How do you correct an OASIS error when a clinician is no longer with you?

From CMS Q&As …

Question: Our clinician reported an ostomy as a surgical wound in the OASIS M1340, Surgical Wound item. The clinician no longer works for the agency, so we cannot contact her about the error. Can this OASIS change be made by the DON without speaking to the clinician?
CMS Answer: You have described a situation where a true OASIS scoring error was discovered during the audit process. The assessment was complete. The patient had an ostomy, a clear, non-disputable fact based on the entire clinical record. The assessing clinician responsible for completing the assessment misunderstood, wasn’t aware, or made an error based on the OASIS scoring guidance, which states all ostomies are excluded as surgical wounds in M1340.
HHAs should have a policy and procedure for correcting errors that involves the assessing clinician. The policy should follow established clinical record professional practice standards and guidance found in relevant CMS regulations and guidance. Normally, if an error is identified through audit or review, the individual who made the original entry into the patient’s record would, whenever possible, make the necessary correction by following agency policy. A correction policy may allow the auditor who found the error to contact the clinician, discuss the discrepancy in the medical record and make the correction following your policy including information such as who discovered the error, and the date and time of communication with the assessing clinician who agrees that it was an error.

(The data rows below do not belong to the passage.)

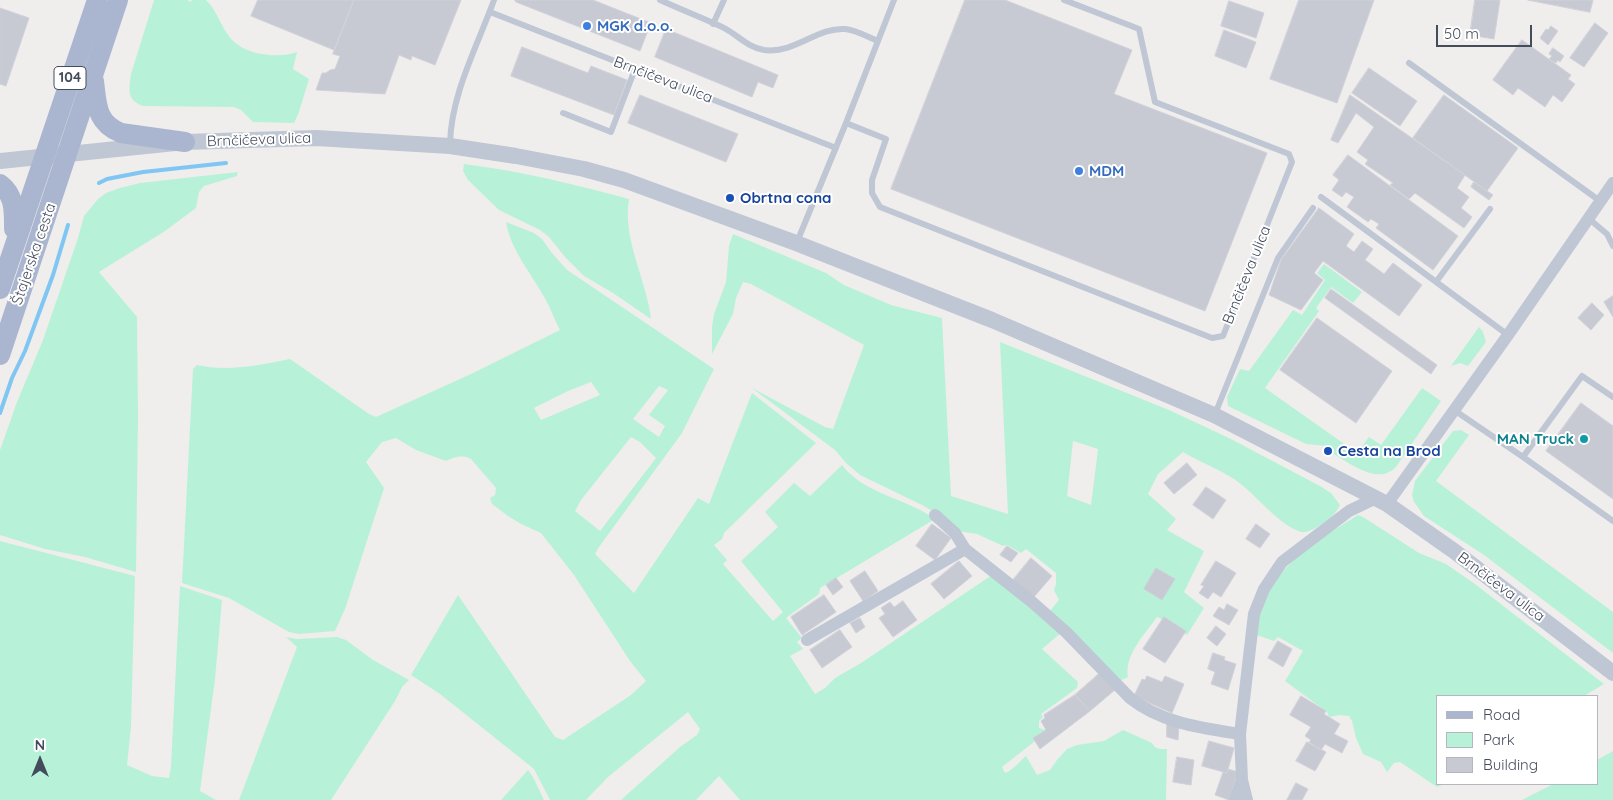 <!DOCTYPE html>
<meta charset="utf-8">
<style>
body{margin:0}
#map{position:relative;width:1613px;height:800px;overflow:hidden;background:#f0eded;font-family:Quicksand,sans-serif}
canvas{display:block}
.legend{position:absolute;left:1436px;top:695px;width:162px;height:90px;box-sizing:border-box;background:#fff;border:1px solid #b4b7be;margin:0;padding:6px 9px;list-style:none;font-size:15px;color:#444c5c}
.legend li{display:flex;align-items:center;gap:10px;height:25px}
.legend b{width:25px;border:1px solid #b4b7be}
.north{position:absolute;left:15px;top:735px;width:50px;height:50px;-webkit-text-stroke:4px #fff;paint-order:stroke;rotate:0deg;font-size:14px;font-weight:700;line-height:20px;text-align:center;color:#444c5c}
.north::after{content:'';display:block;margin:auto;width:18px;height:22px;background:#444c5c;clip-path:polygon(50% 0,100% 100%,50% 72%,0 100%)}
.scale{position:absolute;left:1436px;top:25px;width:96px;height:22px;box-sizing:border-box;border:2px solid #444c5c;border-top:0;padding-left:6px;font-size:15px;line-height:18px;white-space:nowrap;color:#444c5c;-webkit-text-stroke:4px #fff;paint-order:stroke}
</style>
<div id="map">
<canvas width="1613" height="800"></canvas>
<ul class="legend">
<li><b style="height:6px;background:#aab6cf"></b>Road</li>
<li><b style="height:14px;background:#b7f2d8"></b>Park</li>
<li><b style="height:14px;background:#c8cad3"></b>Building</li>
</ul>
<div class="north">N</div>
<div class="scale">50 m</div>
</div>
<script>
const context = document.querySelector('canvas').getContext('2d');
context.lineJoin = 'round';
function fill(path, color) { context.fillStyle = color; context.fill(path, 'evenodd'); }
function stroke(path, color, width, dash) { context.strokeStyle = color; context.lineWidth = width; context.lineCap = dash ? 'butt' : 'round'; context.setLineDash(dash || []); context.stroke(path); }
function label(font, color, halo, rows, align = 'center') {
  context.font = font + ' Quicksand,sans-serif'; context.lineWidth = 4; context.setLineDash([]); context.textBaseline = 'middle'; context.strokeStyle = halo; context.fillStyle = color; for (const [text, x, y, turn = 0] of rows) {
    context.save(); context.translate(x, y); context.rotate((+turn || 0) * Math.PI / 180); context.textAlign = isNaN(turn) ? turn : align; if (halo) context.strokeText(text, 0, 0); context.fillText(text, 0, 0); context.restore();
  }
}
const green = new Path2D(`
 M154 0H188L189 2 193 0H206C217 10 220 25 229 36 242 55 277 59 297 52L293 69 309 79 299 112 294 123 253 122 241 110 234 107 143 106C126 100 129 89 131 74Z
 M464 164C520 171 574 184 629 199 622 239 647 281 651 319L613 293 584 276 565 257 549 237 540 230 499 210 468 180 463 171Z
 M238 172 237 176 204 186 199 192 196 208 165 231 99 272 137 317 138 417 136 572 85 557 45 549 0 535V450L17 402 43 340 78 238 84 216 98 199 106 193 120 188 140 183Z
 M506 222 534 233 542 239 552 253 566 269 576 276 714 369 682 433 599 547 595 554 634 593 698 498 709 504 752 393 816 443 724 533 722 539 714 545 727 560 723 564 773 621 783 612 741 561 778 527 765 512 794 483 810 496 842 465C864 494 906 498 935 519L820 588 819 594 786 618 802 638 797 642 803 649 790 656 815 694 825 688 835 678 861 663 992 575 1062 632 1042 649 1078 682 1077 688 1041 714 1043 717 1039 721V728L1048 731 1002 767 1005 773C1014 769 1018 763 1026 756L1037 775 1050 770 1057 760 1067 749 1077 745 1104 741 1123 730 1152 743C1156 750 1160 749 1167 749L1166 800H740L719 776 696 800H621L680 747 697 735 700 729 688 712 608 777 586 800H550L534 769 440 694 411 675 458 595 555 737 563 740 631 695 646 681 630 661 574 575 541 533 521 524 508 516 492 504 490 498 495 495 496 488 471 459C463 454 454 457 446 461L416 450 396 438 382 442 366 462 384 488 345 609 335 631 299 634 289 632 229 598 182 583 193 369 197 365C228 372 260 365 290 359L369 414 376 417 471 374 560 330C554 319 550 306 543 295 530 272 510 248 506 222ZM591 382 600 395 541 420 534 408 568 391ZM659 386 668 390 649 415 665 426 659 437 633 419ZM631 437 640 442 656 458 600 531 575 511 581 500Z
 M733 234 826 273 844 285 891 305 942 318 951 496 1008 514 1000 342 1169 410 1229 438 1320 486 1331 493 1340 505C1336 513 1330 519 1322 524 1316 528 1308 533 1301 532 1280 526 1255 494 1237 481 1219 469 1200 462 1183 452L1158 474 1148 494 1176 519 1167 530 1204 551 1184 592 1204 608 1187 635 1168 622 1157 617C1145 634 1124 655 1128 677L1119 681 1049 612 1059 600 1054 590 1056 584V573L1026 549 1021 553 1007 545 1003 546 977 534 958 531 939 515 922 505 860 475 846 463 835 450 752 388 825 427 833 429 864 345 751 284 743 282 736 298 733 314 712 354V327L714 314 726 282 729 246ZM1073 441 1098 449 1091 505 1067 496Z
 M1324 264 1362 292 1353 303 1331 287 1316 308 1319 311 1265 388 1357 453 1369 437 1381 445 1422 388 1441 401 1396 467C1378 486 1350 463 1332 453L1334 450 1327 446 1306 444 1228 406 1227 397 1240 369 1249 371 1293 310 1302 315 1325 280 1317 273Z
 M1479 327 1483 332 1486 342 1468 366 1460 363 1451 366Z
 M1461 430 1469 435 1436 481 1613 612V653L1484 555 1424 516 1414 502 1412 495 1415 481 1453 431Z
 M1358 515 1363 517 1419 553 1446 564 1475 584 1604 684 1584 696H1437V784H1445L1437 787 1400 762 1394 763 1387 772 1381 762 1363 754 1356 738 1352 721 1349 716 1340 715 1329 717 1327 712 1285 681 1303 651 1278 637 1274 641 1257 635C1257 627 1257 619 1260 612 1274 565 1318 540 1358 515Z
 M0 541 135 576 131 727 127 765 152 776 169 778 171 766 180 586 222 600 215 679 200 791 216 800H0Z
 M286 637 296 639 337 637 346 640 373 660 409 680 402 687 395 701 331 800H239L297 647Z
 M1613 751V800H1522L1553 784H1597V760Z
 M528 770 533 777 544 800H501Z`);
const stream = new Path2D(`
 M99 183 107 179 143 172 226 163
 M0 413 12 378 25 351 53 275 68 225`);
const building = new Path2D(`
 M258 0H354L334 50 251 16Z
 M354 0H461L435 65 412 56 411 60 399 55 385 94 316 90 322 73H326L330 70 335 69 340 56 333 54Z
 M515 0H593L651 23 640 51 516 2Z
 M965 0H1005L1132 50 1114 94 1267 153 1205 311 891 189Z
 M1299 0H1374L1337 103 1270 79Z
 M1475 0H1500L1494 39 1470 35Z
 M1528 0H1593L1590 12Z
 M1229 1 1264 13 1256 38 1221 26Z
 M0 8 29 18 6 86 0 84Z
 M1595 23 1608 33 1584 67 1570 58Z
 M1551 26 1558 31 1548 45 1540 38 1546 29 1548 30Z
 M666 29 778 75 773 88 758 82 752 97 655 57Z
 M1224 30 1256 42 1246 68 1215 56Z
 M1522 40 1571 75 1568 79 1575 84 1562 102 1553 95 1545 107 1518 88 1513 95 1493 80Z
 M522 47 588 73 591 66 627 80 614 115 511 76Z
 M1553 48 1564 56 1560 62 1558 60 1556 63 1549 59 1552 56 1549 54Z
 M1369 68 1417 101 1400 126 1352 93Z
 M640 95 738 134 726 162 628 123Z
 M1350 95 1465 175 1457 188 1469 197 1461 208 1472 217 1464 228 1415 193 1409 199 1390 185 1393 183 1365 164 1368 160 1357 152 1374 127 1356 113 1338 143 1331 140Z
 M1444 95 1518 148 1487 191 1413 138Z
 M1348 155 1458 236 1433 270 1376 228 1379 224 1371 219 1368 222 1347 207 1354 197 1346 192 1342 197 1332 190 1339 180 1333 175Z
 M1474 182 1493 195 1489 200 1471 187Z
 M1319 208 1354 234 1346 246 1354 252 1362 241 1373 249 1365 260 1384 274 1393 263 1422 285 1399 316 1323 261 1314 273 1323 280 1301 310 1269 295 1281 260Z
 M1331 289 1437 365 1431 374 1325 298Z
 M1613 296V317L1604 302Z
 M1592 303 1604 315 1591 330 1578 318Z
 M1317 318 1392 371 1356 423 1280 370Z
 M1581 403 1613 426V499L1546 451Z
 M1187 463 1197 475 1174 494 1164 483Z
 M1206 487 1226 500 1213 519 1193 505Z
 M932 524 951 538 935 560 916 546Z
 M1256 524 1270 534 1260 548 1246 539Z
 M1007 546 1018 553 1011 562 1000 555Z
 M1031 558 1052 576 1034 597 1013 580Z
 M959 561 972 576 944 599 931 584Z
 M1216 561 1236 573 1221 597 1213 592 1208 599 1199 593 1204 586 1201 585Z
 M1156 568 1175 579 1162 600 1144 589Z
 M865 571 878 591 863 601 850 581Z
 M836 578 843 587 833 595 826 585Z
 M824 595 836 612 802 635 791 617Z
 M903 601 917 620 893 637 879 618 885 614 881 608 890 602 894 607Z
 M1227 604 1238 610 1229 625 1213 616 1219 607 1224 610Z
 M1164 617 1186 631 1165 663 1143 649Z
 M860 618 865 627 856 633 850 623Z
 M1216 626 1226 634 1217 646 1207 638Z
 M840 630 852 647 822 668 810 650Z
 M1278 641 1292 649 1283 667 1268 658Z
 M1213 653 1225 657 1224 660 1236 664 1228 690 1211 684 1215 672 1208 669Z
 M1101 672 1116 689 1090 711 1075 695Z
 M1147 676 1162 682 1165 676 1184 684 1172 713 1134 696 1142 679 1145 680Z
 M1075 695 1090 711 1040 749 1033 738 1046 730 1041 721 1045 718 1044 715Z
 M1301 696 1326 711 1324 714 1340 724 1334 734 1348 741 1342 753 1325 744 1321 750 1309 742 1311 740 1305 736 1311 727 1290 715Z
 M1167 723 1179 726 1178 740 1167 737Z
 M1209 741 1234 748 1227 773 1202 766Z
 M1307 742 1326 752 1315 771 1296 761Z
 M1177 757 1194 760 1191 785 1173 782Z
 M1228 769 1238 772 1229 800 1215 795 1223 772 1227 773Z
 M1296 783 1308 789 1302 800H1287Z`);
const service = new Path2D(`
 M660 0C680 9 700 17 720 26 735 32 746 47 764 50 795 54 817 27 845 29 856 30 868 37 878 41
 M490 12 836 148
 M713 24 724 0
 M1409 63 1600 201
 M563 113 611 132 635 69
 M846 123 886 139 872 180V193L880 207 1212 338 1223 336 1292 162 1289 154 1155 102 1139 29 1064 0
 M450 144C451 94 477 47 494 0
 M1321 197 1508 335
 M1588 218 1607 234 1613 246
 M797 242 846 123 894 0
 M1436 282 1490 209
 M1454 410 1523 457 1582 376 1613 397
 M1215 414 1278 258 1313 208
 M1523 457 1613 521`);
const minor = new Path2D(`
 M1387 504 1508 335 1613 183
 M935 515 955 533 965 549 1032 602 1066 632 1130 698C1161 723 1202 728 1240 734
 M807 640 965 549
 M1235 800 1242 780
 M1247 800 1242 780 1240 734 1254 614 1264 589 1282 562 1349 511 1376 498`);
const tertiary = new Path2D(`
 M0 161 185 142 316 138 450 146 516 156 584 169 624 180 796 243 992 320 1214 415 1387 504 1454 551 1613 673`);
const primary = new Path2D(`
 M94 81C97 105 96 123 121 133L185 142
 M0 184C15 195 14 212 14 229
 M0 289 97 0
 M0 355 118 0`);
const markers = [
 [587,26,5,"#3f7fe0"],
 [1079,171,5,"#3f7fe0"],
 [730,198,5,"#1a4fb4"],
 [1584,439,5,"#0f9aa8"],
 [1328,451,5,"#1a4fb4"]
];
const shields = [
 [70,78,32]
];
const shieldNames = [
 ["104",70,78]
];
const shopNames = [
 ["MGK d.o.o.",597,26],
 ["MDM",1089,171]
];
const streetNames = [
 ["Brnčičeva ulica",663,80,21],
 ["Brnčičeva ulica",259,140,-2],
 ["Štajerska cesta",34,254,-71],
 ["Brnčičeva ulica",1247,275,-68],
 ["Brnčičeva ulica",1501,587,37]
];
const transitNames = [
 ["Obrtna cona",740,198],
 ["Cesta na Brod",1338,451]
];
const cultureNames = [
 ["MAN Truck",1574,439]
];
fill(green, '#b7f2d8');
stroke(stream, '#80c6f2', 4);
fill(building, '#c8cad3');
stroke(building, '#d0d1d9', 1);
stroke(service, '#bfc6d4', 6);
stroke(minor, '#bfc6d4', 12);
stroke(tertiary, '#bfc6d4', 16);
stroke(primary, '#aab6cf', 20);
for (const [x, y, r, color] of markers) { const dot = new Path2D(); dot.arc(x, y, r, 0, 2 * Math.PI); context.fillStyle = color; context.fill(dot); stroke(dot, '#fff', 2); }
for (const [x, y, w] of shields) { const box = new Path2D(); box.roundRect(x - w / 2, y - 11.5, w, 23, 4); context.fillStyle = '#fff'; context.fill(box); stroke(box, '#444c5c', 1); }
label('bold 14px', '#444c5c', null, shieldNames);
label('bold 15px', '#366cbe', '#fff', shopNames, 'left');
label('15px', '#444c5c', '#fff', streetNames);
label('bold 15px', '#164399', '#fff', transitNames, 'left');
label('bold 15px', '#0d838f', '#fff', cultureNames, 'right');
</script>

Correction of an error will not impact the M0090, Date Assessment Completed.
In a case where, as you have described, the original documenter is not available, the clinical supervisor or quality staff may make the correction to the documentation following the correction policy. The supervisor must document why the original assessing clinician is not available to make the correction and how the error was identified and validated as a true error. When corrections are made to assessments submitted to state, you must determine the impact of the correction on the POC, HHRG, the Plan of Treatment, RAP and make corrections to those documents and billing, as applicable.
When the comprehensive assessment is corrected, the HHA must maintain the original as well as subsequent corrected assessments in the patient’s clinical record per requirements at 42 CFR 484.48.

CMS urges HHAs to make corrections and/or submit inactivations as quickly as possible after errors are identified so the state system will be as current and accurate as possible, as the data is used to generate OBQM, OBQI, PBQI, Patient-Related Characteristics Report and HHRG.
Follow the guidance found in CMS Survey & Cert Letter 01-12 New Outcome and Assessment Information Set (OASIS) Correction Policy for Home Health Agencies (HHAs)—ACTION and INFORMATION.